Perhaps our political servants are thinking of additional ways to finish us off?!
 
Civil service final salary schemes went years ago, now it's the same as anyone else, it depends on how much you paid in over the years working for them.
That is not the case - I think most civil servants are now on a career average scheme, so still generous and guaranteed although calculated differently to final salary.
 
It is understandable that some believe the state pension should be means tested.
Why? I contributed generously to the state Ponzi Scheme.

My NI contributions exceeded £120k over my career, half of them in the last decade of work when the income cap was removed and the rate doubled to 2%. I was paying £6k a year from 2012 onwards.

I have no shame in drawing from the system and spending it how I chose.
 
Why? I contributed generously to the state Ponzi Scheme.

My NI contributions exceeded £120k over my career, half of them in the last decade of work when the income cap was removed and the rate doubled to 2%. I was paying £6k a year from 2012 onwards.

I have no shame in drawing from the system and spending it how I chose.
How much would a £120k defined contribution benefit pot give you as an annual pension? Nowhere near your state pension.
 
How much would a £120k defined contribution benefit pot give you as an annual pension? Nowhere near your state pension.
Investing over a 50 year period, it would also be worth a lot more than £120k.
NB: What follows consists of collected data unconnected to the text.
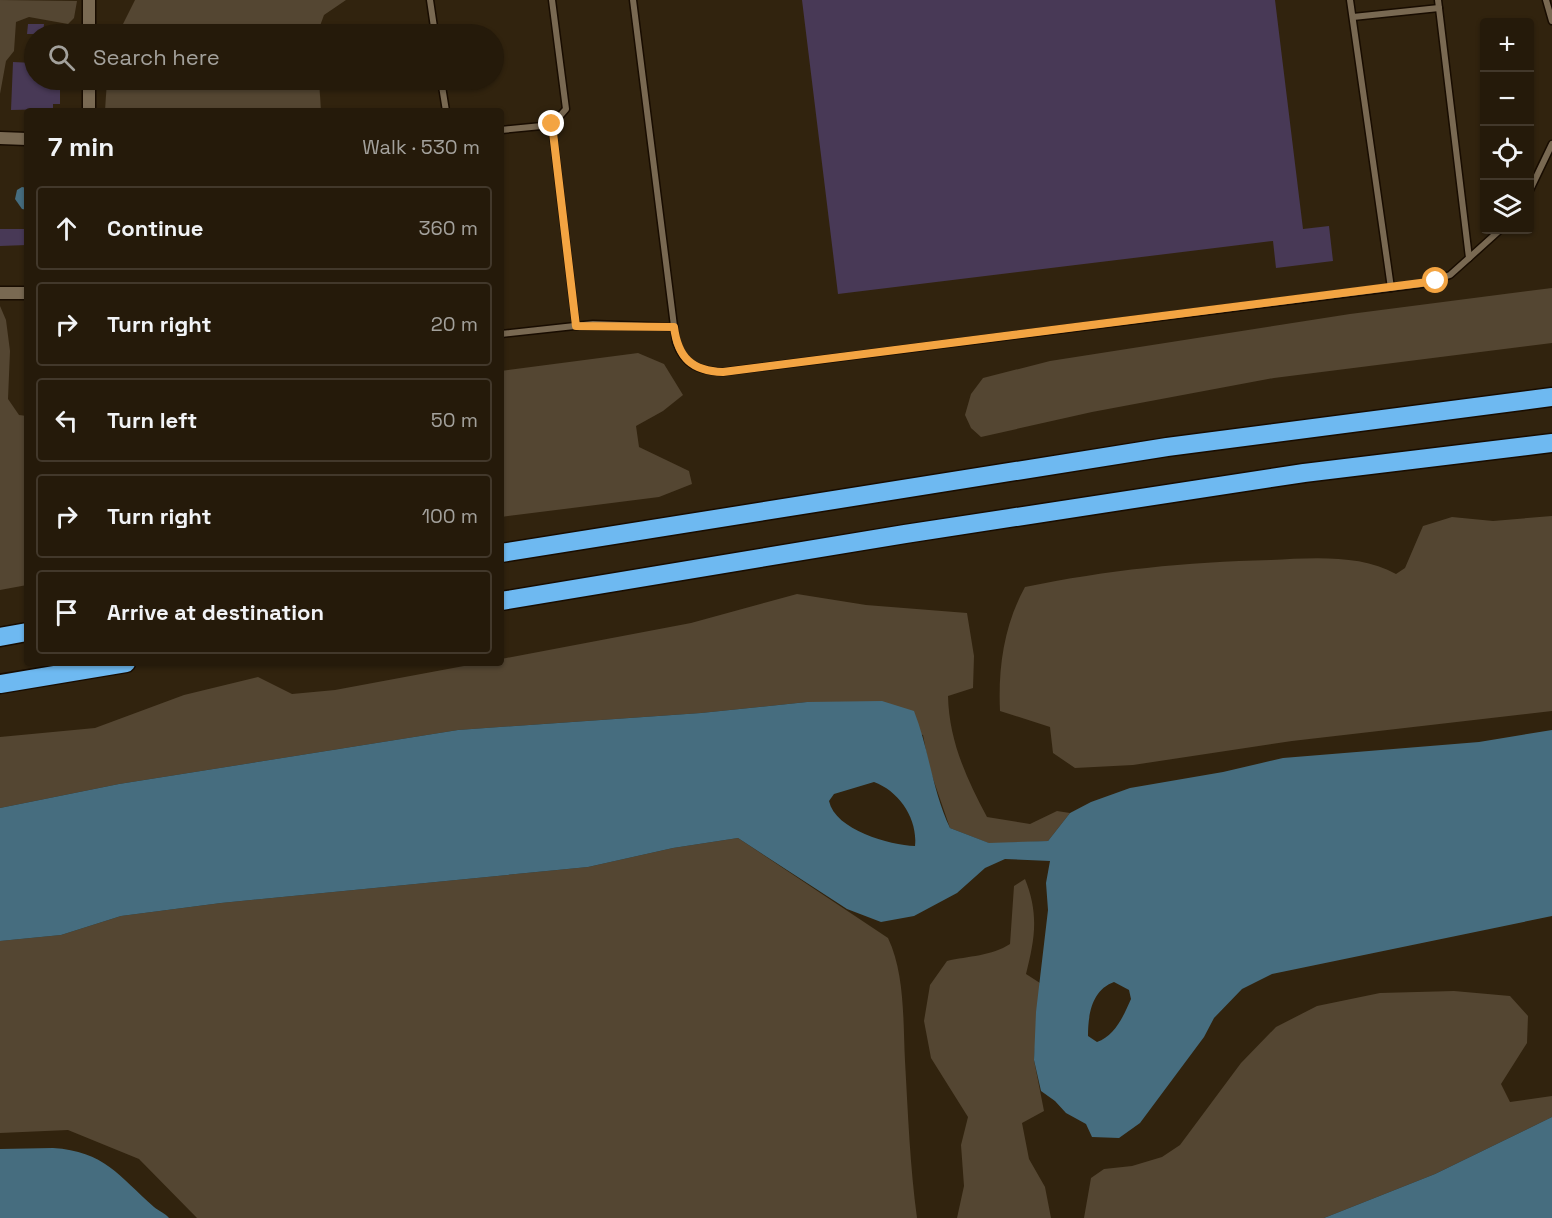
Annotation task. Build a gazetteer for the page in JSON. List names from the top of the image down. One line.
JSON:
{"page":{"map_buttons":["+","−"],"search":"Search here","heading":["7 min","Walk · 530 m"],"list":[["Continue","360 m"],["Turn right","20 m"],["Turn left","50 m"],["Turn right","100 m"],"Arrive at destination"]}}
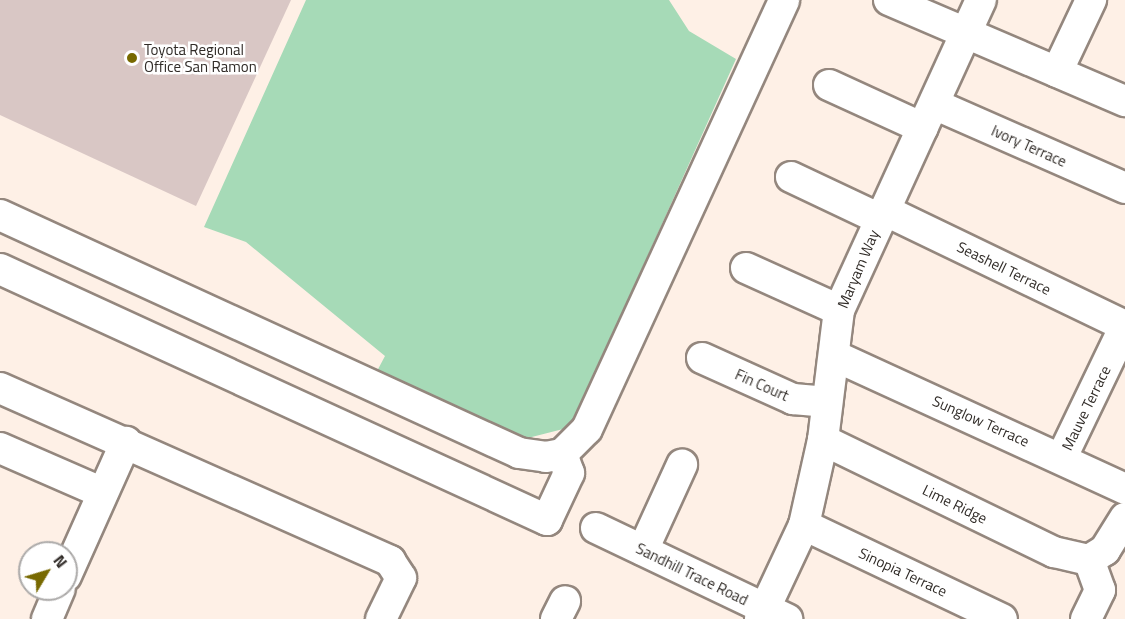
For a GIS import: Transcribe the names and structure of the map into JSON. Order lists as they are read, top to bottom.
{
  "streets": {
    "street": [
      "Ivory Terrace",
      "Seashell Terrace",
      "Maryam Way",
      "Fin Court",
      "Mauve Terrace",
      "Sunglow Terrace",
      "Lime Ridge",
      "Sinopia Terrace",
      "Sandhill Trace Road"
    ]
  },
  "crossings": [
    ["Ivory Terrace", "Maryam Way"],
    ["Seashell Terrace", "Maryam Way"],
    ["Seashell Terrace", "Mauve Terrace"],
    ["Maryam Way", "Fin Court"],
    ["Maryam Way", "Sunglow Terrace"],
    ["Maryam Way", "Lime Ridge"],
    ["Maryam Way", "Sinopia Terrace"],
    ["Maryam Way", "Sandhill Trace Road"],
    ["Mauve Terrace", "Sunglow Terrace"]
  ],
  "places": ["Toyota Regional Office San Ramon"],
  "north": "top right"
}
I also chose to start a private pension in the 1980s and for the last 30 years also put 50% of my salary into a pension. WTF should I be penalised?
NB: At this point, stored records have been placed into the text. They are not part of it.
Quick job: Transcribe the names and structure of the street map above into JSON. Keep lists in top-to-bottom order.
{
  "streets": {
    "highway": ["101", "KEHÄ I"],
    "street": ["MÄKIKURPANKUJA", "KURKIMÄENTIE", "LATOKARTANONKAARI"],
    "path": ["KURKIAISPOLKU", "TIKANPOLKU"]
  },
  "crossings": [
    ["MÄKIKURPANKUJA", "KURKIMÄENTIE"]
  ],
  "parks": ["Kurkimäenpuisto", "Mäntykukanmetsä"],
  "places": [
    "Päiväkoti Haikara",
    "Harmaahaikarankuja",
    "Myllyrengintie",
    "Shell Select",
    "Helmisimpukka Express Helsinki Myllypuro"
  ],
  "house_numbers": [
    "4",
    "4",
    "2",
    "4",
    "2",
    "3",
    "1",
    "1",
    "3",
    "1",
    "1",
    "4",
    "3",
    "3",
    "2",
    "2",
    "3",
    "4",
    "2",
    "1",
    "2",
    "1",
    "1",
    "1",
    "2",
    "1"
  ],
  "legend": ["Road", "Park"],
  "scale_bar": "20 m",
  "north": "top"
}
I'm also an additional rate tax payer in retirement and paying up to 60% tax on my pension.

I'll happily give up my SP if HMRC reduce my tax bill accordingly.
 
My concern was really that my widow assuming I die first being male and older which might be a reasonable assumption in absence of mutual accident is that my widow while inheriting the balance IHT free then has to decide how to offload that fund ideally before her demise in a tax efficient way to her beneficiaries. In absence of doing this not only does the fund now attract IHT but also income tax when drawn down so having reduced the fund by IHT rate applicable another hit arises to actual take any of the fund .
 
That is not the case - I think most civil servants are now on a career average scheme, so still generous and guaranteed although calculated differently to final salary.
This is true. The big difference in practice between the old schemes and the current ones is that the age you can take the pension is now much higher-----linked to the state pension age, currently 66 and rising to 67 and upwards soon. You can access them (up to) ten years earlier but you lose (up to) half the money. They are still a good deal if you are able to live and work long enough to benefit from them.
 
This is true. The big difference in practice between the old schemes and the current ones is that the age you can take the pension is now much higher-----linked to the state pension age, currently 66 and rising to 67 and upwards soon. You can access them (up to) ten years earlier but you lose (up to) half the money. They are still a good deal if you are able to live and work long enough to benefit from them.
I suspect that they will still get much much more than a comparable individual on a DC scheme. There is a good reason no private sector pensions are anything like that generous - they are simply unaffordable unless funded by the taxpayer not the individual.
 
...................... not only does the fund now attract IHT ...............................
It will only "attract IHT" if the total estate is above whatever threshold is in place when the pension holder dies. Just because, from April 2027, an extant DC pension pot for instance will be considered as part of the estate for IHT purposes does not mean that IHT will be payable.

Only 4%-5% of estates actually pay IHT at present. This will of course increase when DC pensions are counted as part of the estate but one estimate for that suggests the number will rise to around 8% of estates having to pay anything. The vast majority will not pay. Those sufficiently wealthy to believe that this is a concern often seek professional tax advice to minimise this exposure one way or another. There are several ways of reducing that tax liability legitimately - gifts from income, use of the 7-year rule etc.

Furthermore, there is at present, no income tax payable on inherited pensions when the pension holder dies before the age of 75.